Report every line of the records that includes the word "accent".

Stored data entries:
━━━━━━━━

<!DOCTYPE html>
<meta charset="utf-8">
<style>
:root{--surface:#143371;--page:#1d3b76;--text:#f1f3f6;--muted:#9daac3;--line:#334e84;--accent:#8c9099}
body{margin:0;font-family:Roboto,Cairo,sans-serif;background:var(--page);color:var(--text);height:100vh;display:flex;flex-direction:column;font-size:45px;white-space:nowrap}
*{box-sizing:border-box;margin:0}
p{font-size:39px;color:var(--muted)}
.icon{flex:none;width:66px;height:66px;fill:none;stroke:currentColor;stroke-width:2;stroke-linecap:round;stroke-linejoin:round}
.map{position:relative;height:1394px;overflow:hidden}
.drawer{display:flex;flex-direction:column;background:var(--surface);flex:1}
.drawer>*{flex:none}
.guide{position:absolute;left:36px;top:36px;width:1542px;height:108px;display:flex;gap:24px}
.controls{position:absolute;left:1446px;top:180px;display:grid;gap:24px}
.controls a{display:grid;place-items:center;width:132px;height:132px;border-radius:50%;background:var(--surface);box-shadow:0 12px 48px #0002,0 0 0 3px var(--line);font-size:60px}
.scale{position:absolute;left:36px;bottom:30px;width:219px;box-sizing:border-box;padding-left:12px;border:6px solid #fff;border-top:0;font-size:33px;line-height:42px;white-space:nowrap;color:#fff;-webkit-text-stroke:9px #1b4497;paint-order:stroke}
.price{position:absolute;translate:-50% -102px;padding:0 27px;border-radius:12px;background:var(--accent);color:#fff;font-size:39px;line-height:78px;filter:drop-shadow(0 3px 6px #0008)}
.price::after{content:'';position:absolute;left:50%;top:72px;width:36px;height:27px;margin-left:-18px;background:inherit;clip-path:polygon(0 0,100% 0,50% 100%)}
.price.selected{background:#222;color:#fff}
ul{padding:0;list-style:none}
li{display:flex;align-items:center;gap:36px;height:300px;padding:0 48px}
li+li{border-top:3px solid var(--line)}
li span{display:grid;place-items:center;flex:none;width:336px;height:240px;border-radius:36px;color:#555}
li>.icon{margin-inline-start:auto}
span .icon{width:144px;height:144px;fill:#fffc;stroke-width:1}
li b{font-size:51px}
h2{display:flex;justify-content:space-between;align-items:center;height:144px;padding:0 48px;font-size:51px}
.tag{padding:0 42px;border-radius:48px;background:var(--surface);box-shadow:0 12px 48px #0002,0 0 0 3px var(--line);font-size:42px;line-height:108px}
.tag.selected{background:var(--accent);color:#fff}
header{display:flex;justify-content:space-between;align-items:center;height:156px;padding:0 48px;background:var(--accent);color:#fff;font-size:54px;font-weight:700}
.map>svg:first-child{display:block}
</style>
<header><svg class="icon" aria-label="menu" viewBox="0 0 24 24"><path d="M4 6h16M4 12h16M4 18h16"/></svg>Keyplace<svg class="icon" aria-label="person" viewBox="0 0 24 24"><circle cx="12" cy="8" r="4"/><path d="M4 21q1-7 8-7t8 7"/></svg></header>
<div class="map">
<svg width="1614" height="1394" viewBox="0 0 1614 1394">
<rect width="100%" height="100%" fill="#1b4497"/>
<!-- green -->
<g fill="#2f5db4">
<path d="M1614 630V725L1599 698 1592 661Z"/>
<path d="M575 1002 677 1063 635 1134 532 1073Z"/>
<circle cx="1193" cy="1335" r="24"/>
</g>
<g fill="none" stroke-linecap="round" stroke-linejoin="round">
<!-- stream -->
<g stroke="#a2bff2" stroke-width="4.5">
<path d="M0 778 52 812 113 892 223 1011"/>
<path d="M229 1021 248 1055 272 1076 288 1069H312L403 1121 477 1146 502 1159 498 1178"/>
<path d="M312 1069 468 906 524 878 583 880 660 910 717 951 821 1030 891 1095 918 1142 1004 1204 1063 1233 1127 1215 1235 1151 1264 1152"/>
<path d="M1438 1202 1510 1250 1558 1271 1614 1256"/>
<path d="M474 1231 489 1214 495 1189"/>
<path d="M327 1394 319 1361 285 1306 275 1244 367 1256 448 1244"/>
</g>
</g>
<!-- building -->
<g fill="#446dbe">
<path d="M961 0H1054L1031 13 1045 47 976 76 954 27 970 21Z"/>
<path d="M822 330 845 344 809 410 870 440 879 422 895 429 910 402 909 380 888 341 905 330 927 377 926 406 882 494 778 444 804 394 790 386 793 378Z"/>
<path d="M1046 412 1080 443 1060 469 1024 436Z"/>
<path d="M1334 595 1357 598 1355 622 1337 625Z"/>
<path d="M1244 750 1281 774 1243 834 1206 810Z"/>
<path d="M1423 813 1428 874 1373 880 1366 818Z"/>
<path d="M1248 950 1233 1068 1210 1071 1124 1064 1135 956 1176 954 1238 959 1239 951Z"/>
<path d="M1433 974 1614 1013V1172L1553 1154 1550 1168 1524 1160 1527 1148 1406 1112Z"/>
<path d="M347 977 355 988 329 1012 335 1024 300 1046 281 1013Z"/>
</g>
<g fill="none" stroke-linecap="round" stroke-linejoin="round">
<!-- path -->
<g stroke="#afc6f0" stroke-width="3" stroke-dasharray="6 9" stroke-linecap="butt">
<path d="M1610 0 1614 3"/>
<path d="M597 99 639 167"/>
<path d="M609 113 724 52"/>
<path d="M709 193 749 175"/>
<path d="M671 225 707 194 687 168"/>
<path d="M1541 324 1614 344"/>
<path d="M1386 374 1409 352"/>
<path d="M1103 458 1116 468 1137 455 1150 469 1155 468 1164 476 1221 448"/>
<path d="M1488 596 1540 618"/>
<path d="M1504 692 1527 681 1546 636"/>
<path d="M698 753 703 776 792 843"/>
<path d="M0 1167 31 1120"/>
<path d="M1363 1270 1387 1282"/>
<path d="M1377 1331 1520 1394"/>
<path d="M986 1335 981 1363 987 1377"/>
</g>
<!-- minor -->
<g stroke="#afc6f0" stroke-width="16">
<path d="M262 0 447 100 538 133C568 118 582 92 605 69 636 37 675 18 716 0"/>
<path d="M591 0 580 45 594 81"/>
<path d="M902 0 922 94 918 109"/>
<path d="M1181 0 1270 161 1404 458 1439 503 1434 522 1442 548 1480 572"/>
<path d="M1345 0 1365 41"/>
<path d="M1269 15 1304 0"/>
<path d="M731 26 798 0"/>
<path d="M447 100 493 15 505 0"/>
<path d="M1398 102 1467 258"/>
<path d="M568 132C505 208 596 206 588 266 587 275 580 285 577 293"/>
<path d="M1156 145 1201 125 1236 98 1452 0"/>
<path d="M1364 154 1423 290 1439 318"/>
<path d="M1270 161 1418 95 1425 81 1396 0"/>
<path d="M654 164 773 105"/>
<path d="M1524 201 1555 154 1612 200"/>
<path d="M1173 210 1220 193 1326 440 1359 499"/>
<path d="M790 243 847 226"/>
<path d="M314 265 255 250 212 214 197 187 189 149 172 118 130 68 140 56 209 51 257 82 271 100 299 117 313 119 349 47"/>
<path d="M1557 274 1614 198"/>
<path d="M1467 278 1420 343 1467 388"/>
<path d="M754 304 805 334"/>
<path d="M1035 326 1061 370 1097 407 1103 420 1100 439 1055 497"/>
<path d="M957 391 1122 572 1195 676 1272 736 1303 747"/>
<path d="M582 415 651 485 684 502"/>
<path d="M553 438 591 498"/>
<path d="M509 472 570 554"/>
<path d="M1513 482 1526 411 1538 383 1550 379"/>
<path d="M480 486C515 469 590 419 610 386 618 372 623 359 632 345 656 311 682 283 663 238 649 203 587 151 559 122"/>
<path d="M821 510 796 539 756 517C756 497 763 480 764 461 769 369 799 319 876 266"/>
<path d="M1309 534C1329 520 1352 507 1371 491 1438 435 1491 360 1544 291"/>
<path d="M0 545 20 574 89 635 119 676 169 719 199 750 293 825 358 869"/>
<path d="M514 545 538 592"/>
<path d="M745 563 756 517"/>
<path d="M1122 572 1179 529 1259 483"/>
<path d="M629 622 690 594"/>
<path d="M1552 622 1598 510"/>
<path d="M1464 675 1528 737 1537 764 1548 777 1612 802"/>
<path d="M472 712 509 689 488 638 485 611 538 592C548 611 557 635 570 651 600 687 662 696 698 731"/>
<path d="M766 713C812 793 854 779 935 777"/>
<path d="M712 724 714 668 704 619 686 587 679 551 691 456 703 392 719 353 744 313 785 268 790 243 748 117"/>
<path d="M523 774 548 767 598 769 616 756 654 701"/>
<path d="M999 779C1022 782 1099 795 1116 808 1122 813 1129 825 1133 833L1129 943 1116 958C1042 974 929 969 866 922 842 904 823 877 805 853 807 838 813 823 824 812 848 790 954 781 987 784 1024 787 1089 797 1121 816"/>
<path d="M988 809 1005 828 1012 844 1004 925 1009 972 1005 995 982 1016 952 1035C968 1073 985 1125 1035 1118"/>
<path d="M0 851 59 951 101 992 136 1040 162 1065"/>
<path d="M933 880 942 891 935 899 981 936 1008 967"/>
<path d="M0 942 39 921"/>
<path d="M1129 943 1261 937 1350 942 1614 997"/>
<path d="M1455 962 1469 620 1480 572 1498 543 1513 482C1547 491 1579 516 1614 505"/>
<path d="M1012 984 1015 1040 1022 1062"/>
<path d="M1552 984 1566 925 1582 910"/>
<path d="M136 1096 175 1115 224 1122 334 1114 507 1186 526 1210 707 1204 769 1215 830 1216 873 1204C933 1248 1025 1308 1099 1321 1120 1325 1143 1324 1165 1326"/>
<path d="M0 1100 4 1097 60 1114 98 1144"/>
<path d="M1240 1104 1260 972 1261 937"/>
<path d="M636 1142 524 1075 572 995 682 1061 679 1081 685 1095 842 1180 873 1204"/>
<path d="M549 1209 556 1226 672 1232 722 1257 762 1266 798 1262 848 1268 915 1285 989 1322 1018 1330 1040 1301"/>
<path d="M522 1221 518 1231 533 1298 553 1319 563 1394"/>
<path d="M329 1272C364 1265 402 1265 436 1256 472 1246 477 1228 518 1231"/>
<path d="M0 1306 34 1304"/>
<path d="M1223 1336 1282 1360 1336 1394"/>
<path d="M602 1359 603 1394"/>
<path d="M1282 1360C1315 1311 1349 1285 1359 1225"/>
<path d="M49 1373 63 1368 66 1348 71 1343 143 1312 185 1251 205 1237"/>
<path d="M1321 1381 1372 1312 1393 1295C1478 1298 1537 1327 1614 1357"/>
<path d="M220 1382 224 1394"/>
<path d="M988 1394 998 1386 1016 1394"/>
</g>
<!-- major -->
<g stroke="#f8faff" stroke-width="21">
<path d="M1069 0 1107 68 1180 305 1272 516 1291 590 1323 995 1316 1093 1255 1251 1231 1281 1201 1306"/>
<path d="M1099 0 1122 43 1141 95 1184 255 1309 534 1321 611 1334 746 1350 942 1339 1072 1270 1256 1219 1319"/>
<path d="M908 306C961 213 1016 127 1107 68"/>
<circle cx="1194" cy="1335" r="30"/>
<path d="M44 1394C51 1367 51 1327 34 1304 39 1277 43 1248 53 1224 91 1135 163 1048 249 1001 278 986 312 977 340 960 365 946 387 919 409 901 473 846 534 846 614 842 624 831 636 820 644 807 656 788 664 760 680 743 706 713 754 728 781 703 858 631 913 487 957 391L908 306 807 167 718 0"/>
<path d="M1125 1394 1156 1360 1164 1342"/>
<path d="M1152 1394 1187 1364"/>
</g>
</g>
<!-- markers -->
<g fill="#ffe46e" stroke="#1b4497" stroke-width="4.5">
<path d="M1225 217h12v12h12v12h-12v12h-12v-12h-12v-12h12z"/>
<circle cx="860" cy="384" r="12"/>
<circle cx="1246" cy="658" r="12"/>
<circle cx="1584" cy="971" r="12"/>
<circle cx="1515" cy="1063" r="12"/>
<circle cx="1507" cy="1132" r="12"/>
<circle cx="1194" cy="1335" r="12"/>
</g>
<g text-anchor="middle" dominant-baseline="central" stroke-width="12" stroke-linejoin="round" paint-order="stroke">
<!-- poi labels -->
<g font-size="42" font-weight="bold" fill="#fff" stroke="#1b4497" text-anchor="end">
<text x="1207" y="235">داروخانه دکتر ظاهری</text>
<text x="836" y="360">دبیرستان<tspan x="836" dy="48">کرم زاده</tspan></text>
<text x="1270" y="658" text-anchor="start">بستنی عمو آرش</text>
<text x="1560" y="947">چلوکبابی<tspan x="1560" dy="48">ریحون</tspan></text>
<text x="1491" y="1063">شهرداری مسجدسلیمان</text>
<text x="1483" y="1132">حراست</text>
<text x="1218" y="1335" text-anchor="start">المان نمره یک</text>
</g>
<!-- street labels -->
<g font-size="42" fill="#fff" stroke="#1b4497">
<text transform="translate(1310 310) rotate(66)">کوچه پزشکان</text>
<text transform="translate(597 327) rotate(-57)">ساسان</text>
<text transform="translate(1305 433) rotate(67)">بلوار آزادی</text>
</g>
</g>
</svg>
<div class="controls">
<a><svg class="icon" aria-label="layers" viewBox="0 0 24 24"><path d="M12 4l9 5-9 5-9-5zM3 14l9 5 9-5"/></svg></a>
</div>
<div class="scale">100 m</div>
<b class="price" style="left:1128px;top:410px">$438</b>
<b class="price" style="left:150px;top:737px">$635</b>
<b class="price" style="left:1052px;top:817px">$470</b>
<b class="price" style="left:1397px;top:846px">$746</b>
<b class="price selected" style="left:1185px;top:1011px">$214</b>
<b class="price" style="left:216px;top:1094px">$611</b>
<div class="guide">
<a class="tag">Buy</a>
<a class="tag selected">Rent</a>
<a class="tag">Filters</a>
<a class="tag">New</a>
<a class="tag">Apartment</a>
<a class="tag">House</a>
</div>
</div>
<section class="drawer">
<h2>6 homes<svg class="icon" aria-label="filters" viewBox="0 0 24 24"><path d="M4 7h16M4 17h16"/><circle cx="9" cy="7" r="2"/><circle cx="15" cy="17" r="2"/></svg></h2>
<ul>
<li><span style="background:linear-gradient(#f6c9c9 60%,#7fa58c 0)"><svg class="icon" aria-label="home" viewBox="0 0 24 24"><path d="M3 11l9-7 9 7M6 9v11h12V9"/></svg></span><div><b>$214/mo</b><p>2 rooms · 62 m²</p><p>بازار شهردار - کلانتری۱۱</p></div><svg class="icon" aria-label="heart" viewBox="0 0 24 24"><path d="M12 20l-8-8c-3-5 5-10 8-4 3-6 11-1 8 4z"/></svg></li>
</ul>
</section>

━━━━━━━━

### RESPONSE BELOW
:root{--surface:#143371;--page:#1d3b76;--text:#f1f3f6;--muted:#9daac3;--line:#334e84;--accent:#8c9099}
.price{position:absolute;translate:-50% -102px;padding:0 27px;border-radius:12px;background:var(--accent);color:#fff;font-size:39px;line-height:78px;filter:drop-shadow(0 3px 6px #0008)}
.tag.selected{background:var(--accent);color:#fff}
header{display:flex;justify-content:space-between;align-items:center;height:156px;padding:0 48px;background:var(--accent);color:#fff;font-size:54px;font-weight:700}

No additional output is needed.